Mother of 3 lost husband to cancer 6 years ago
Suzan Pooran, worker at West Boca Medical Center diagnosed with breast cancer
Posted at 1:49 PM, Oct 28, 2021
and last updated 2021-10-28 18:34:06-04

BOCA RATON, Fla. — October is Breast Cancer Awareness Month and many people share their stories to help promote women getting their yearly mammograms.

A woman in west Boca Raton said she wants to make sure a certain group of women is getting their checkups.

SPECIAL COVERAGE: Breast Cancer Awareness Month

Suzan Pooran, who has worked with the diagnostic center at West Boca Medical Center for 21 years, was diagnosed with breast cancer a year ago.

Last year she had her annual mammogram, and something concerning was found.

"We did the biopsy, and it came back positive for cancer," Pooran said.

Diagnostic center at West Boca Medical Center
Suzan Pooran has worked at the diagnostic center at West Boca Medical Center for more than two decades.

The mother of three children said she lost her husband to cancer six years ago and chose to get a double mastectomy following the diagnosis.

"It was a lot of emotion," Pooran said.

She said she was lucky the pandemic didn't postpone her mammogram too long, and doctors caught her cancer early.

"So far, everything is going good for me," she said.

But she's been making sure others, especially those in the health care field, are staying up to date on their check-ins.

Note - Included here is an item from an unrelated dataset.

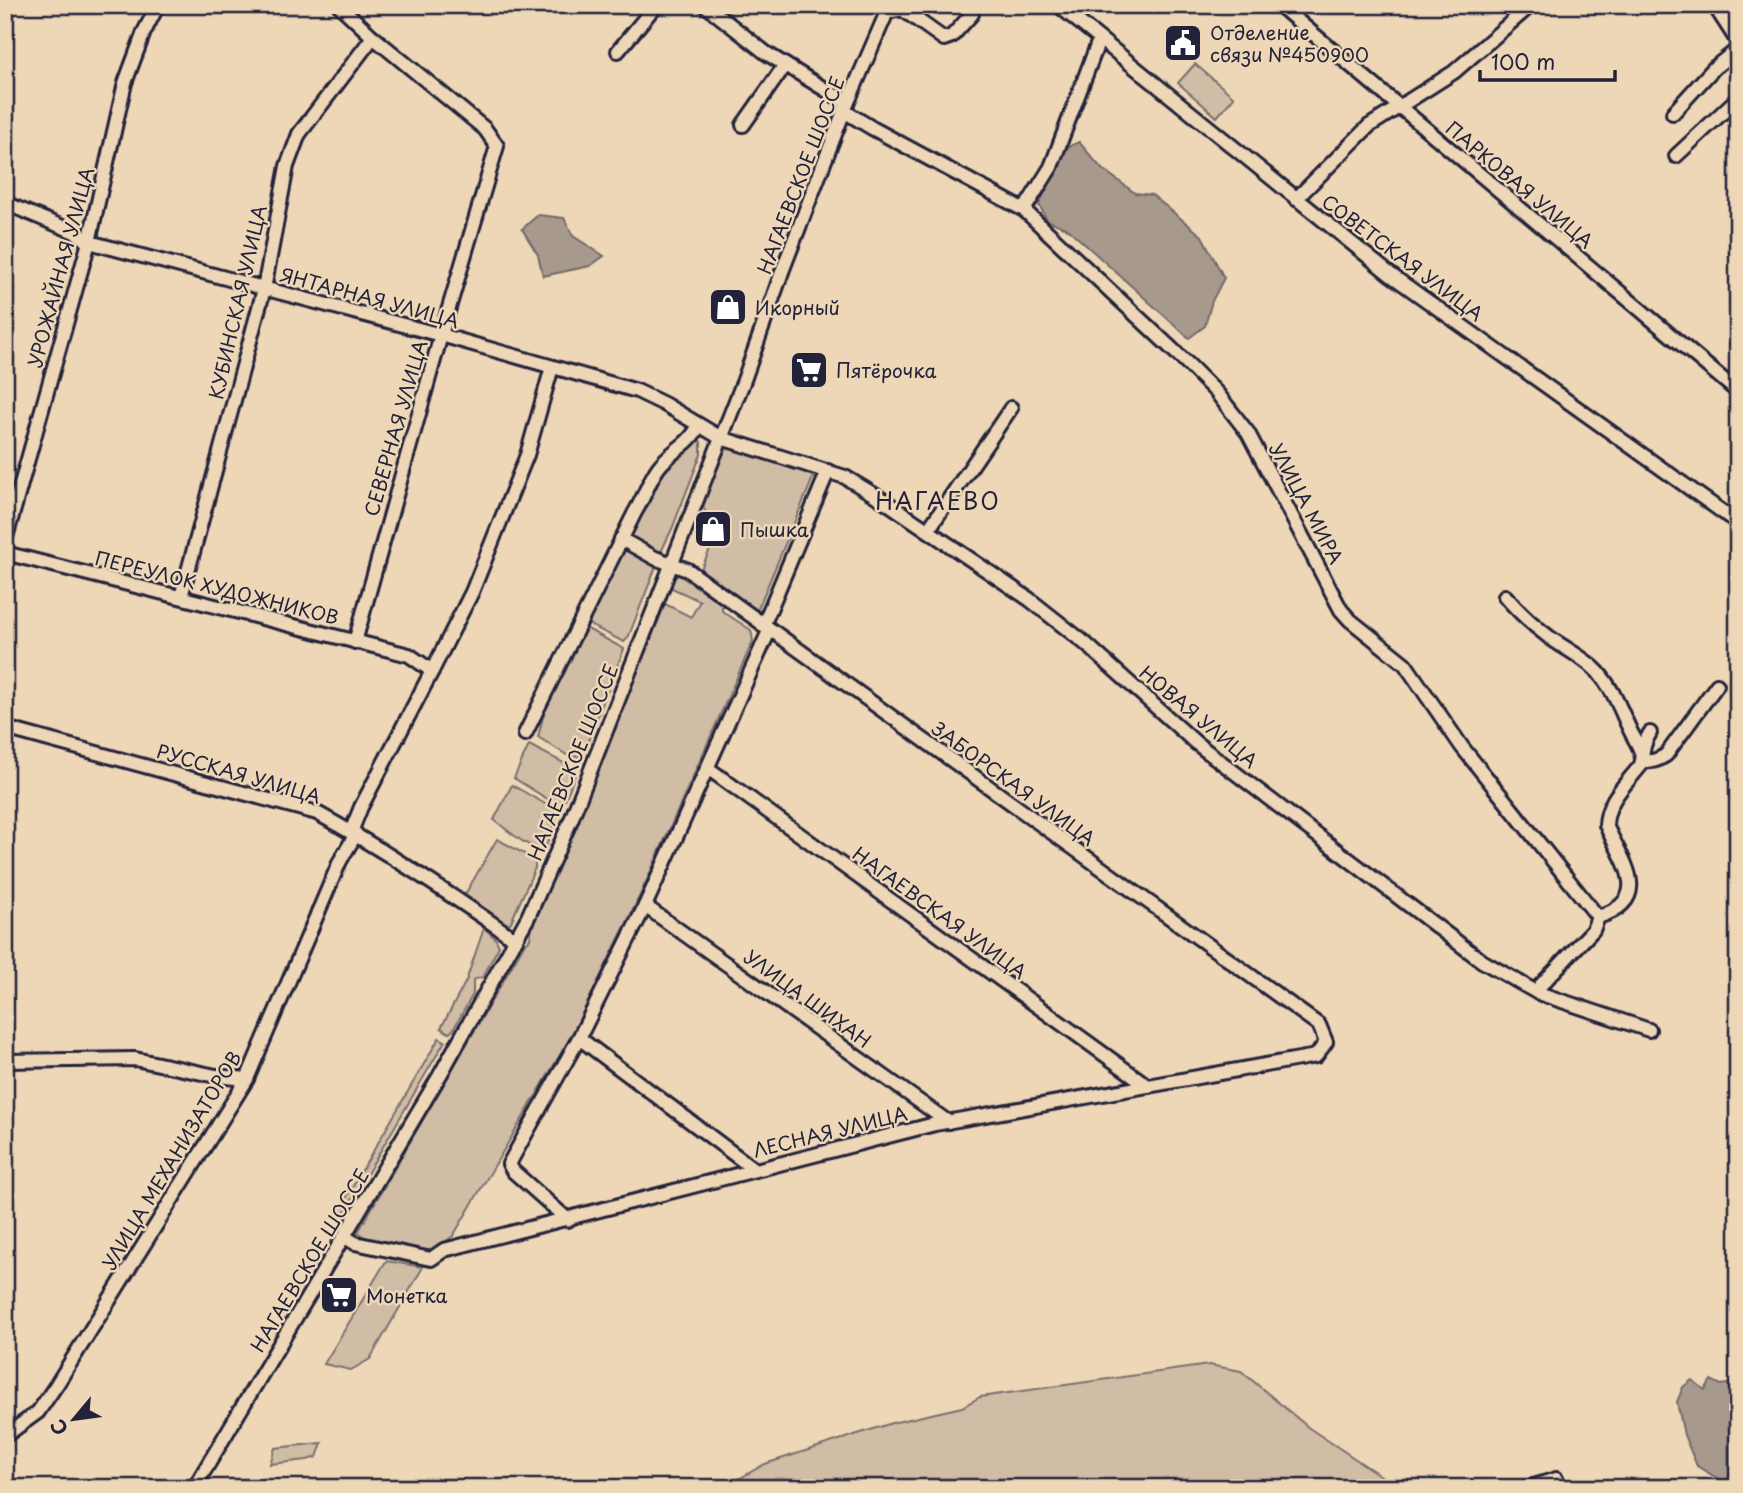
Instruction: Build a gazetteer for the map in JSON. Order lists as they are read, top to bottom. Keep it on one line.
{"streets":{"street":["НАГАЕВСКОЕ ШОССЕ","ПАРКОВАЯ УЛИЦА","СОВЕТСКАЯ УЛИЦА","УРОЖАЙНАЯ УЛИЦА","ЯНТАРНАЯ УЛИЦА","КУБИНСКАЯ УЛИЦА","СЕВЕРНАЯ УЛИЦА","УЛИЦА МИРА","ПЕРЕУЛОК ХУДОЖНИКОВ","НОВАЯ УЛИЦА","РУССКАЯ УЛИЦА","ЗАБОРСКАЯ УЛИЦА","НАГАЕВСКАЯ УЛИЦА","УЛИЦА ШИХАН","ЛЕСНАЯ УЛИЦА","УЛИЦА МЕХАНИЗАТОРОВ"]},"crossings":[["НАГАЕВСКОЕ ШОССЕ","ЯНТАРНАЯ УЛИЦА"],["НАГАЕВСКОЕ ШОССЕ","УЛИЦА МИРА"],["НАГАЕВСКОЕ ШОССЕ","НОВАЯ УЛИЦА"],["НАГАЕВСКОЕ ШОССЕ","РУССКАЯ УЛИЦА"],["НАГАЕВСКОЕ ШОССЕ","ЗАБОРСКАЯ УЛИЦА"],["НАГАЕВСКОЕ ШОССЕ","ЛЕСНАЯ УЛИЦА"],["УРОЖАЙНАЯ УЛИЦА","ЯНТАРНАЯ УЛИЦА"],["ЯНТАРНАЯ УЛИЦА","КУБИНСКАЯ УЛИЦА"],["ЯНТАРНАЯ УЛИЦА","СЕВЕРНАЯ УЛИЦА"],["ЯНТАРНАЯ УЛИЦА","НОВАЯ УЛИЦА"],["ЯНТАРНАЯ УЛИЦА","УЛИЦА МЕХАНИЗАТОРОВ"],["КУБИНСКАЯ УЛИЦА","СЕВЕРНАЯ УЛИЦА"],["КУБИНСКАЯ УЛИЦА","ПЕРЕУЛОК ХУДОЖНИКОВ"],["СЕВЕРНАЯ УЛИЦА","ПЕРЕУЛОК ХУДОЖНИКОВ"],["ПЕРЕУЛОК ХУДОЖНИКОВ","УЛИЦА МЕХАНИЗАТОРОВ"],["РУССКАЯ УЛИЦА","УЛИЦА МЕХАНИЗАТОРОВ"],["ЗАБОРСКАЯ УЛИЦА","ЛЕСНАЯ УЛИЦА"],["НАГАЕВСКАЯ УЛИЦА","ЛЕСНАЯ УЛИЦА"],["УЛИЦА ШИХАН","ЛЕСНАЯ УЛИЦА"]],"districts":["НАГАЕВО"],"places":{"public building":["Отделение связи №450900"],"shop":["Икорный","Пышка"],"supermarket":["Пятёрочка","Монетка"]},"scale_bar":"100 m","north":"bottom left"}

"I try to tell a couple of my coworkers because I hear them say, 'I forget.' And I say, 'Please, please take the advice I am giving you and go do your mamo, go take care of yourself,'" Pooran said.

Radiologist Jon Rosenweig
Radiologist Jon Rosenweig speaks about the importance of early screening for breast cancer.

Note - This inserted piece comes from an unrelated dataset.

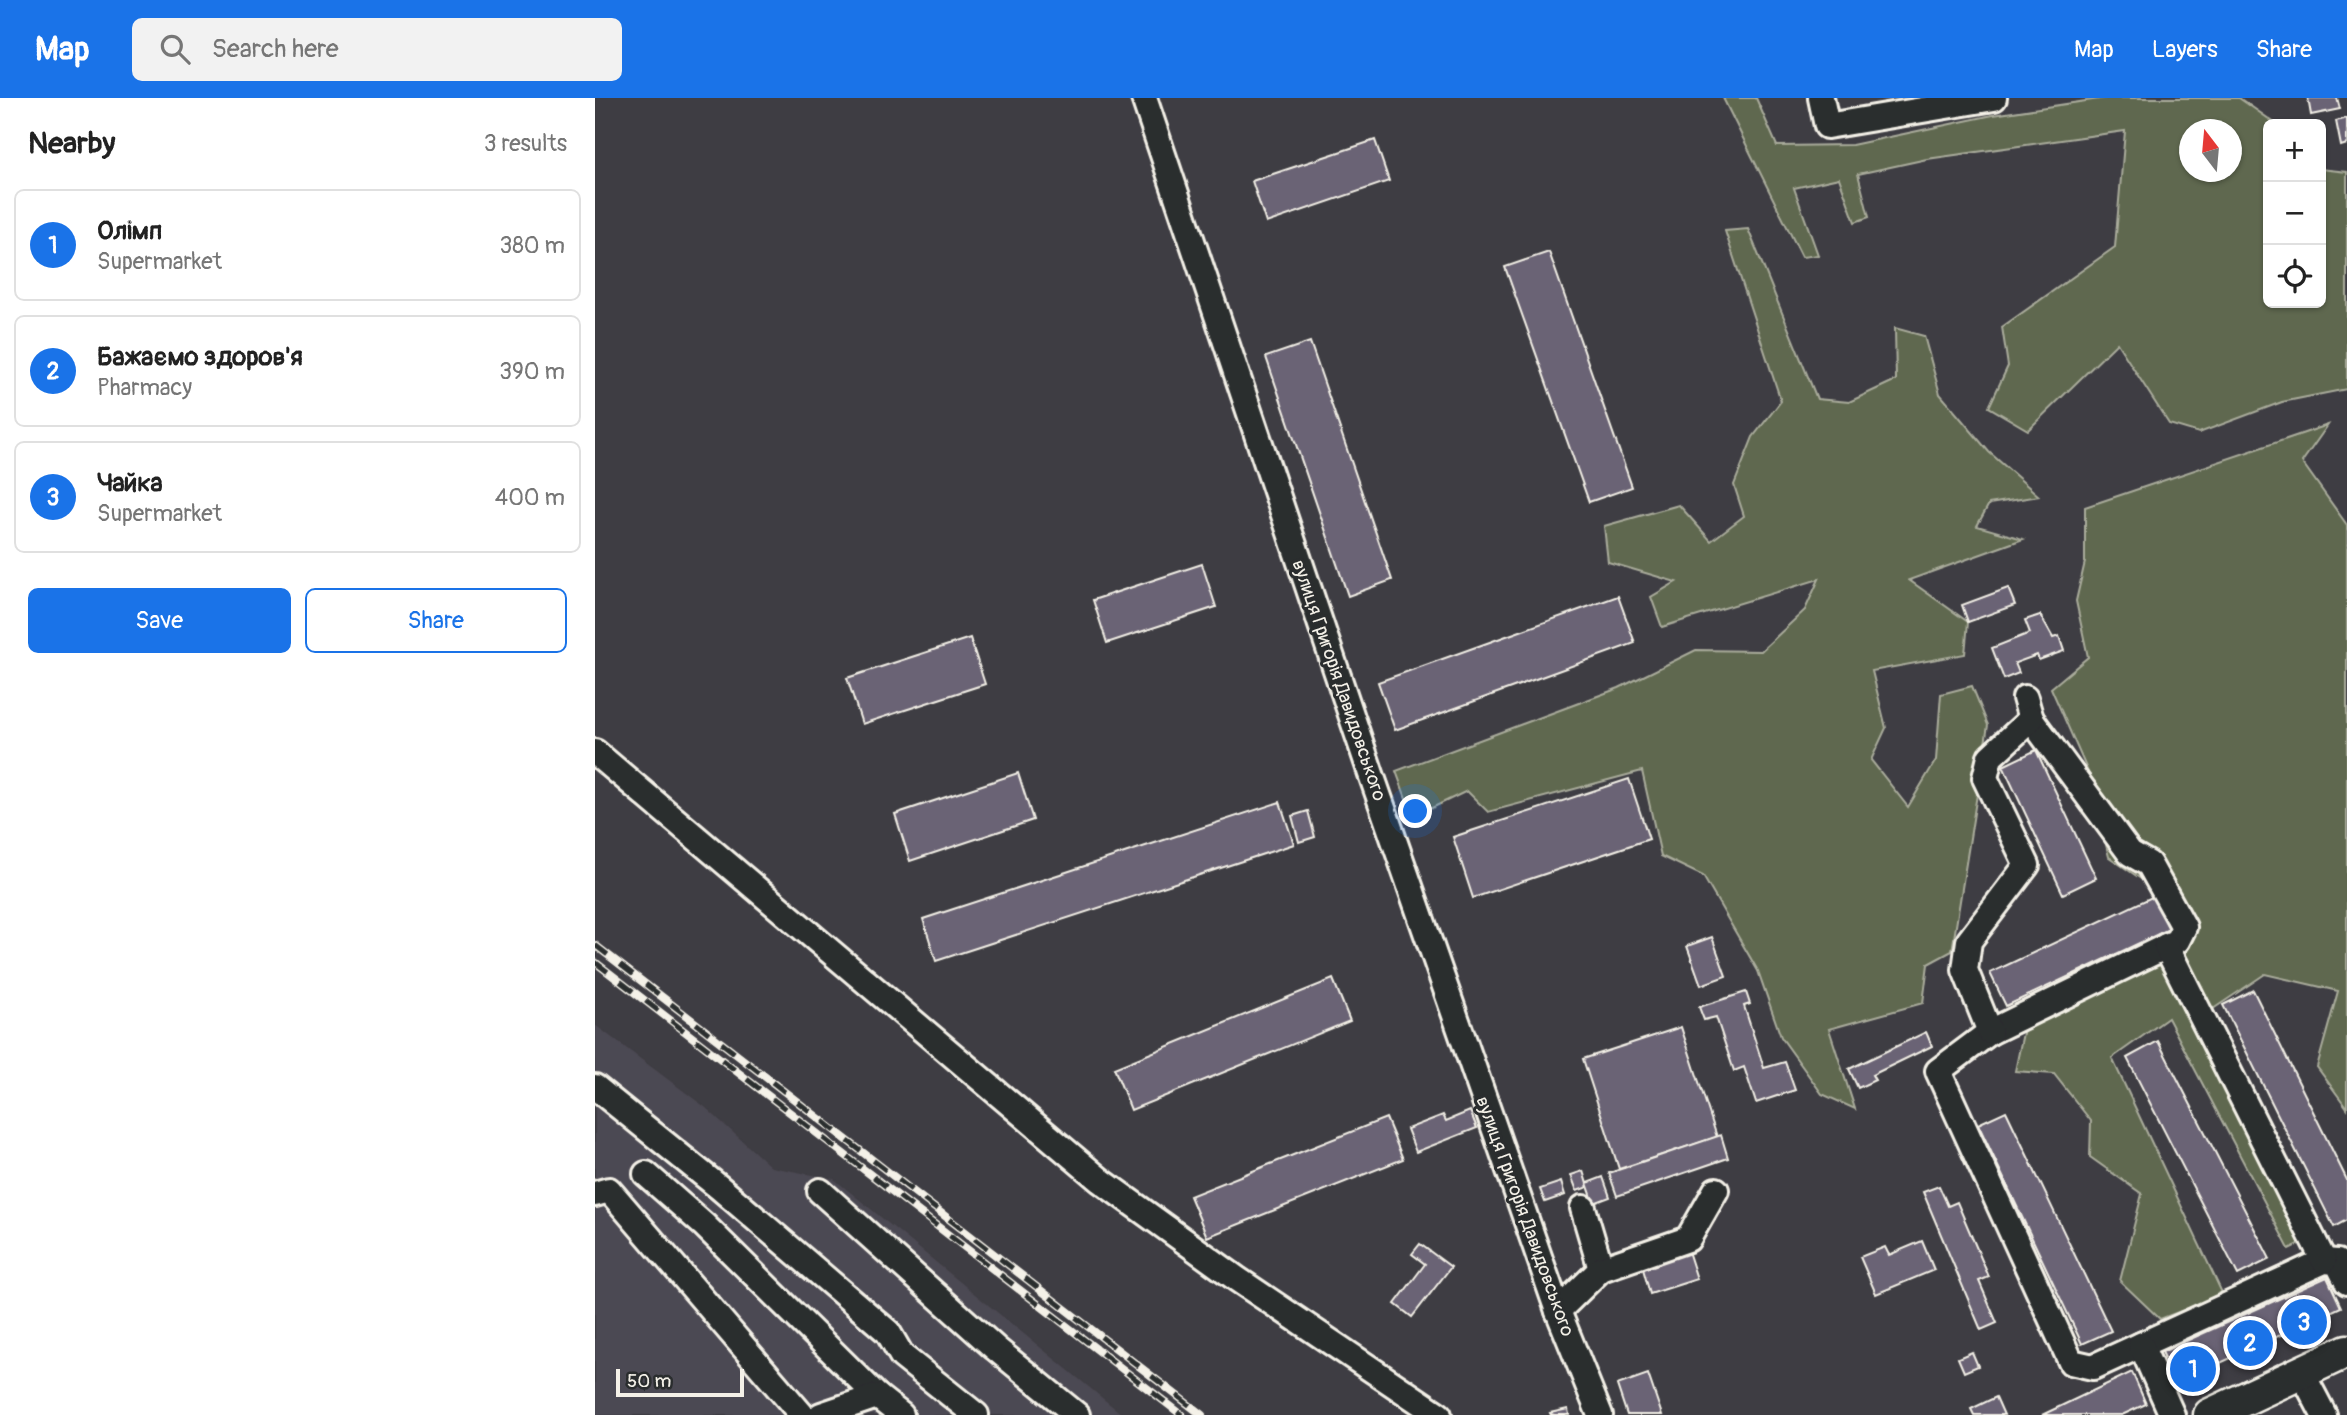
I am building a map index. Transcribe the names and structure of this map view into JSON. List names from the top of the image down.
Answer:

Radiologist Jon Rosenweig said the pandemic prevented a lot of women from getting checked.

He said any woman over the age of 40 should get their yearly checkup, and anyone younger can work with their doctor.

"Cancer doesn't stop for the pandemic," Rosenweig said. "If you have a strong family risk of breast cancer, or other things that increase your risk, you should start early."

Pooran said it's been a year since her surgery and all her scans look good. She's hoping her story and awareness can help other women defeat breast cancer.